DIRECTIONS: The answer must be every line from the entries below that contains "into".

DATASET EXTRACT:

"""

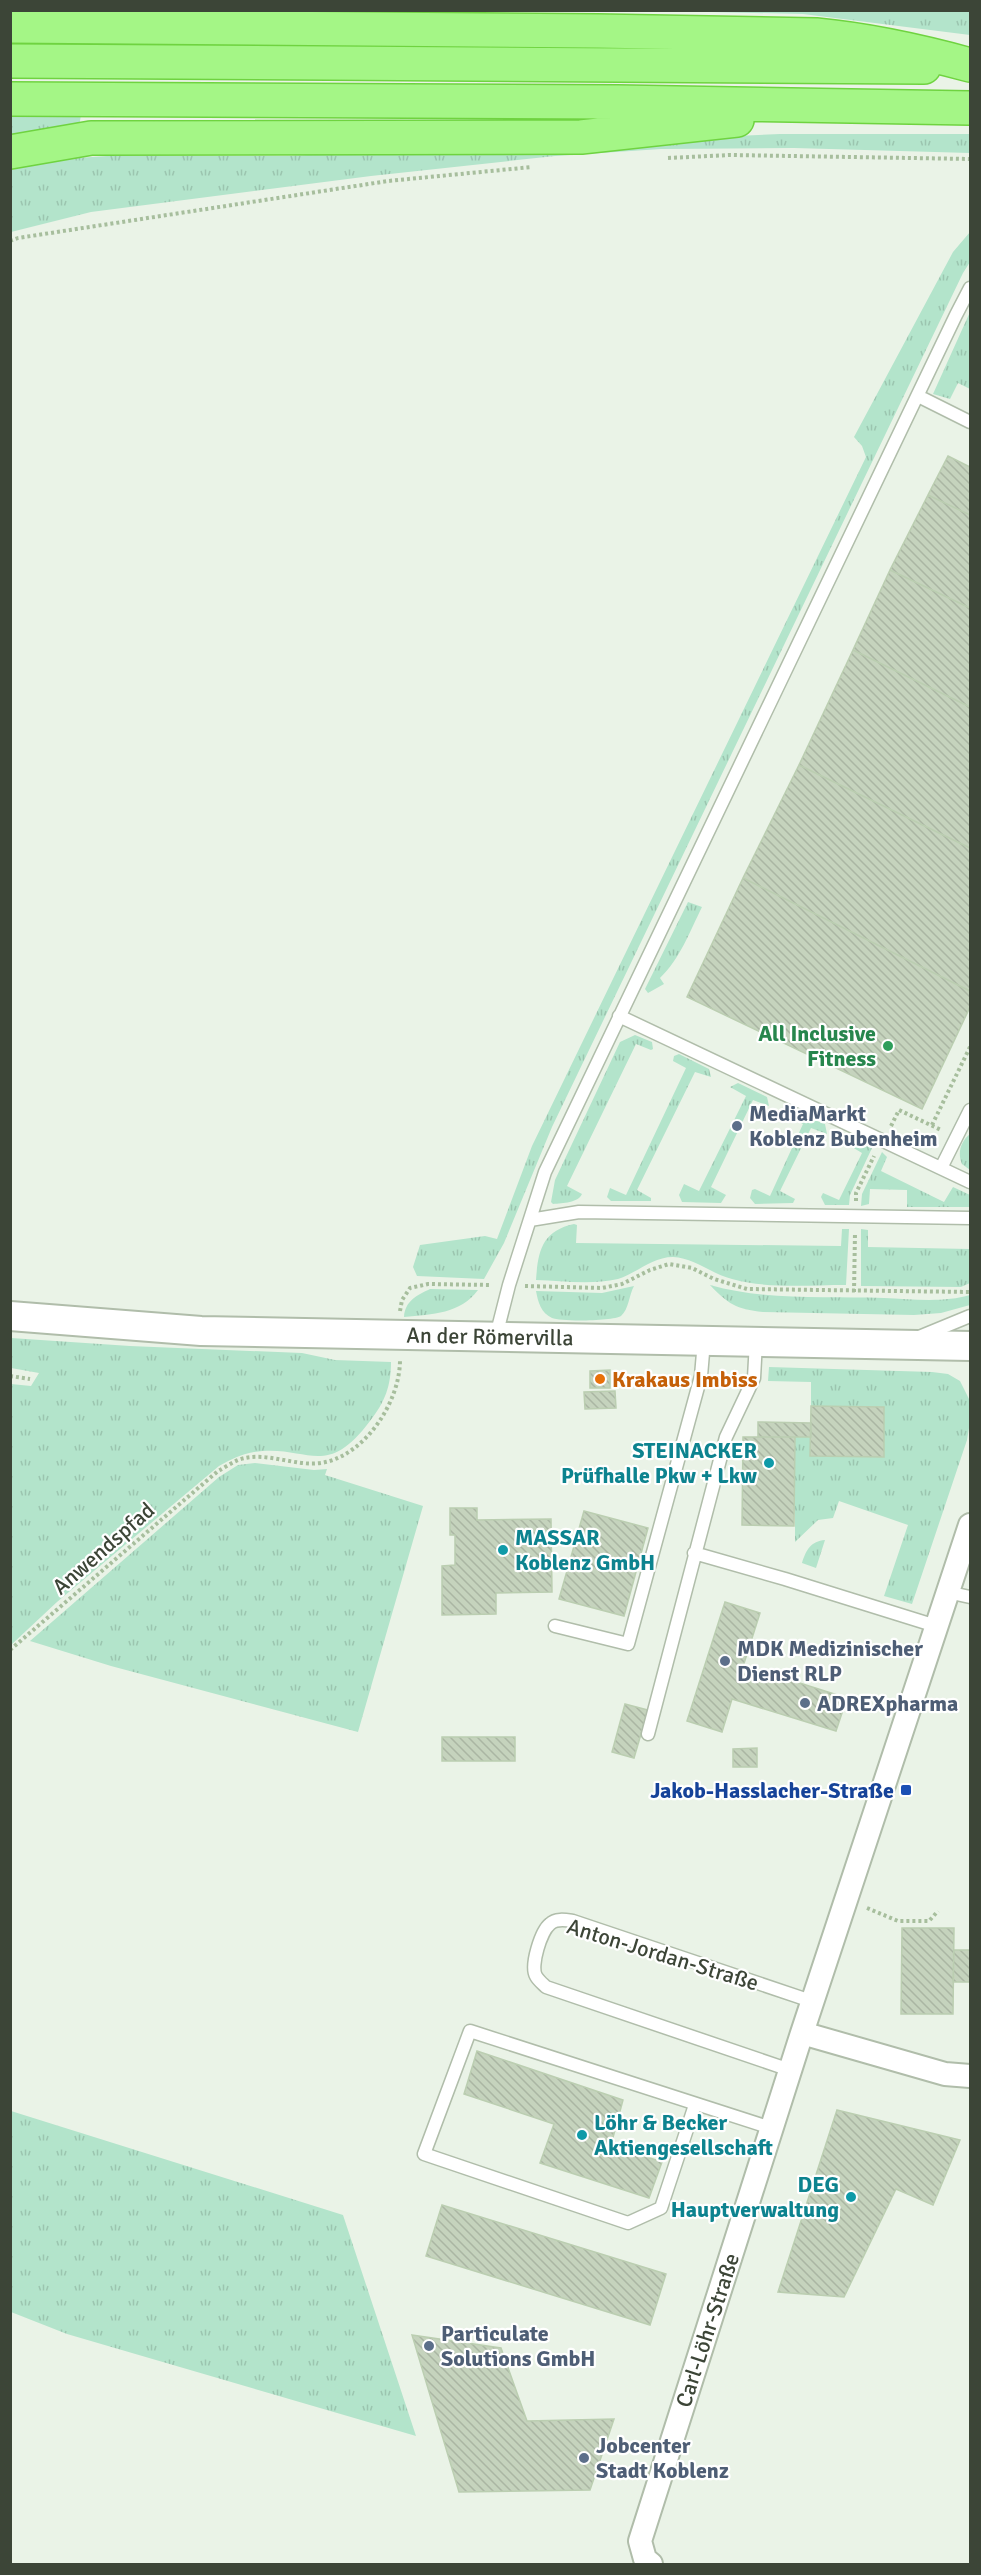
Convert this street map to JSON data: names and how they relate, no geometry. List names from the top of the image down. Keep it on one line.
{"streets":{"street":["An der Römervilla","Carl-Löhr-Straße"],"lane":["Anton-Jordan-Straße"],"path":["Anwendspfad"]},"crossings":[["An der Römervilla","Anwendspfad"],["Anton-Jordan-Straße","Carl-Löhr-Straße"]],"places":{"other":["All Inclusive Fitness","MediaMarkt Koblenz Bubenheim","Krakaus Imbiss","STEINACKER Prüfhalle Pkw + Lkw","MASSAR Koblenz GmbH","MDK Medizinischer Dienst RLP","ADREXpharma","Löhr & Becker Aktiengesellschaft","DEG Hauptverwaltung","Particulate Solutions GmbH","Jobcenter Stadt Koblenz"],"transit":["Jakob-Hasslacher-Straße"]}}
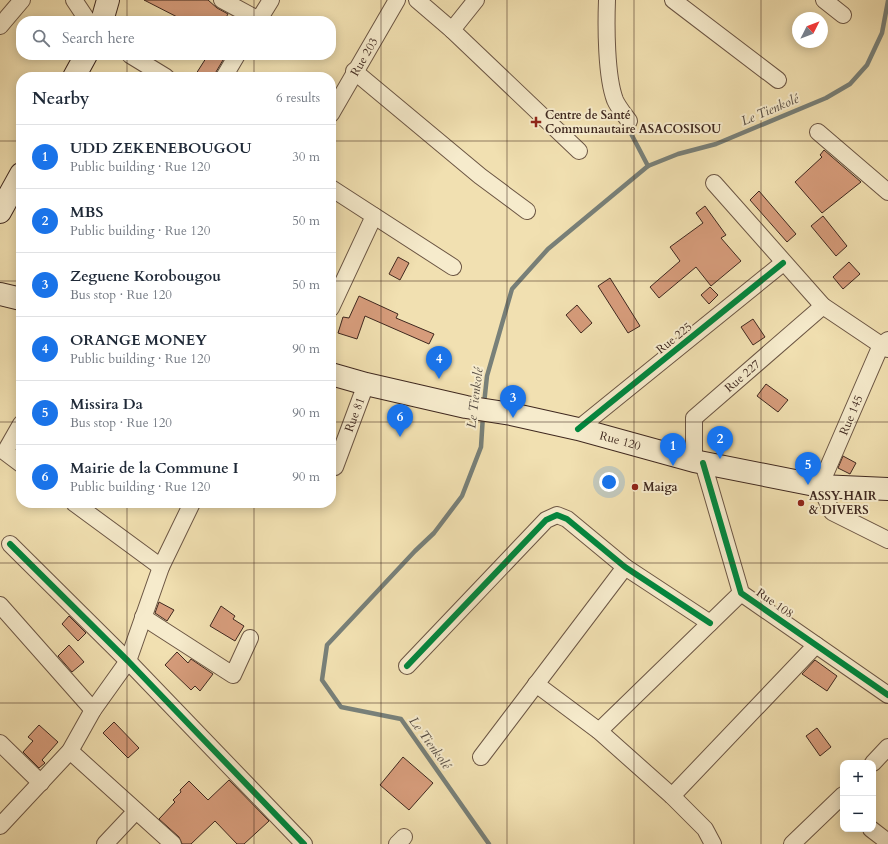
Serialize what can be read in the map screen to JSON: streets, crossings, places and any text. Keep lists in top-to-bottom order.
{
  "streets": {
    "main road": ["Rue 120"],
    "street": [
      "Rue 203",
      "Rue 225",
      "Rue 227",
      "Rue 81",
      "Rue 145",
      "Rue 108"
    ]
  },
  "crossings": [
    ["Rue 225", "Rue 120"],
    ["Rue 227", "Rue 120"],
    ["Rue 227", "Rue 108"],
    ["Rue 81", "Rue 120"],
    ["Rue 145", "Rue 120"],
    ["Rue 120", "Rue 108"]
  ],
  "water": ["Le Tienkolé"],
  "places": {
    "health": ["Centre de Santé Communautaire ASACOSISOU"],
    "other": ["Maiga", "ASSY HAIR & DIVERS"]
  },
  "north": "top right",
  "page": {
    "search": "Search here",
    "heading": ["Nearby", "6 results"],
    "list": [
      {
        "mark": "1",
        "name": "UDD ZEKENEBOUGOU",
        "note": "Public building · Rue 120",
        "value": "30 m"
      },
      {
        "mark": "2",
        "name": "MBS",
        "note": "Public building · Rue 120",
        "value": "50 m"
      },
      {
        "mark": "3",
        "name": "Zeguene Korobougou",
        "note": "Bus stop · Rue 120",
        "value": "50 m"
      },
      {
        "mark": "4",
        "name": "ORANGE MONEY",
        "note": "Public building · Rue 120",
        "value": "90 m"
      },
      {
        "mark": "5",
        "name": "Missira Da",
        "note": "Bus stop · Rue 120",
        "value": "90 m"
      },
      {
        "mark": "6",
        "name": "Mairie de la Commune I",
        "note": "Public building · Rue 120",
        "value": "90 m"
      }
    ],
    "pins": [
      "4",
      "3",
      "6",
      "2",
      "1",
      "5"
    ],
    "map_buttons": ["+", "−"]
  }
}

"""
"""

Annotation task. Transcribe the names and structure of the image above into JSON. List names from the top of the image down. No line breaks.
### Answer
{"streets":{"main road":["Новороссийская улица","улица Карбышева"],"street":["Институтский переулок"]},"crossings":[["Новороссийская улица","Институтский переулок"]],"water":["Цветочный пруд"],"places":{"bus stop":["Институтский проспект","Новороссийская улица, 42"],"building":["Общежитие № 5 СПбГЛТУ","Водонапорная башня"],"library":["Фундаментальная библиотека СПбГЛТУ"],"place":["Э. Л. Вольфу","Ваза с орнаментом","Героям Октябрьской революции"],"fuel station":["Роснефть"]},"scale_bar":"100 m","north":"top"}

"""
"""

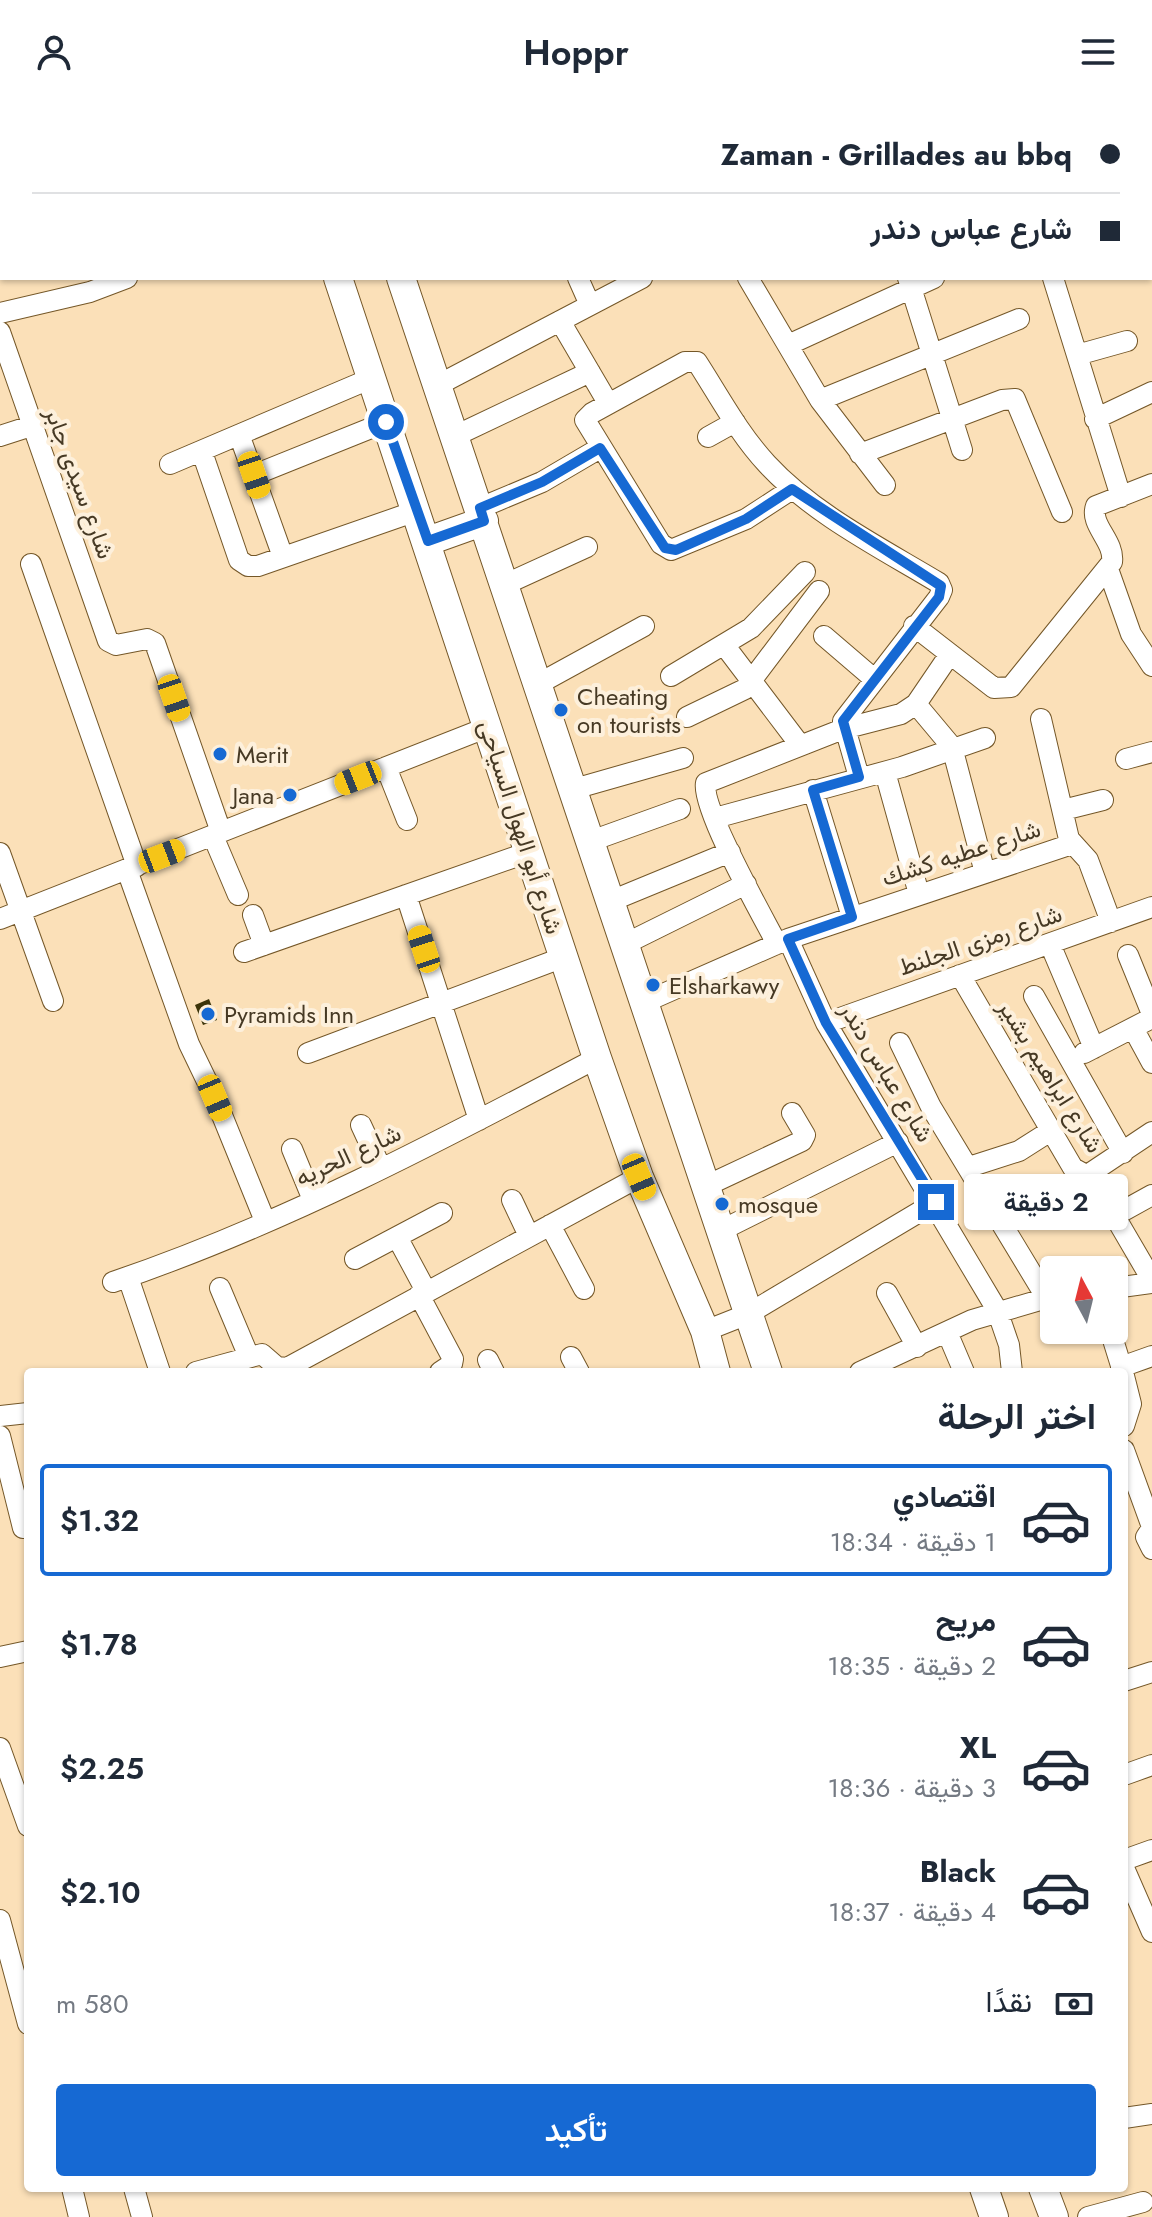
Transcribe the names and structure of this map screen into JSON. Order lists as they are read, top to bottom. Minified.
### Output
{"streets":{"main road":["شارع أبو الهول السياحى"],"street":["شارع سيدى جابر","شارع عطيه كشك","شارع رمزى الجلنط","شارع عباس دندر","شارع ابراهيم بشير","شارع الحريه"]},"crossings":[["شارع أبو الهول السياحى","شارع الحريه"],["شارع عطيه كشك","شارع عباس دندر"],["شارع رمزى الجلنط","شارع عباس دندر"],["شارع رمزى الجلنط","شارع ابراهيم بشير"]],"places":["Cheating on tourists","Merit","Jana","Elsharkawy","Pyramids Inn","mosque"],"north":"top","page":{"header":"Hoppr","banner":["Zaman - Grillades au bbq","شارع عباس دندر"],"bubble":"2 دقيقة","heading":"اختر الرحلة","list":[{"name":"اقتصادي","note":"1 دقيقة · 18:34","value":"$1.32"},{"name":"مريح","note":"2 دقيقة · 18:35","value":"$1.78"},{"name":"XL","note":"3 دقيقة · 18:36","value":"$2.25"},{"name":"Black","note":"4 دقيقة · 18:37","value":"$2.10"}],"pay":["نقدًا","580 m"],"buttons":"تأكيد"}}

"""

WORKED SOLUTION:
Annotation task. Transcribe the names and structure of the image above into JSON. List names from the top of the image down. No line breaks.
Transcribe the names and structure of this map screen into JSON. Order lists as they are read, top to bottom. Minified.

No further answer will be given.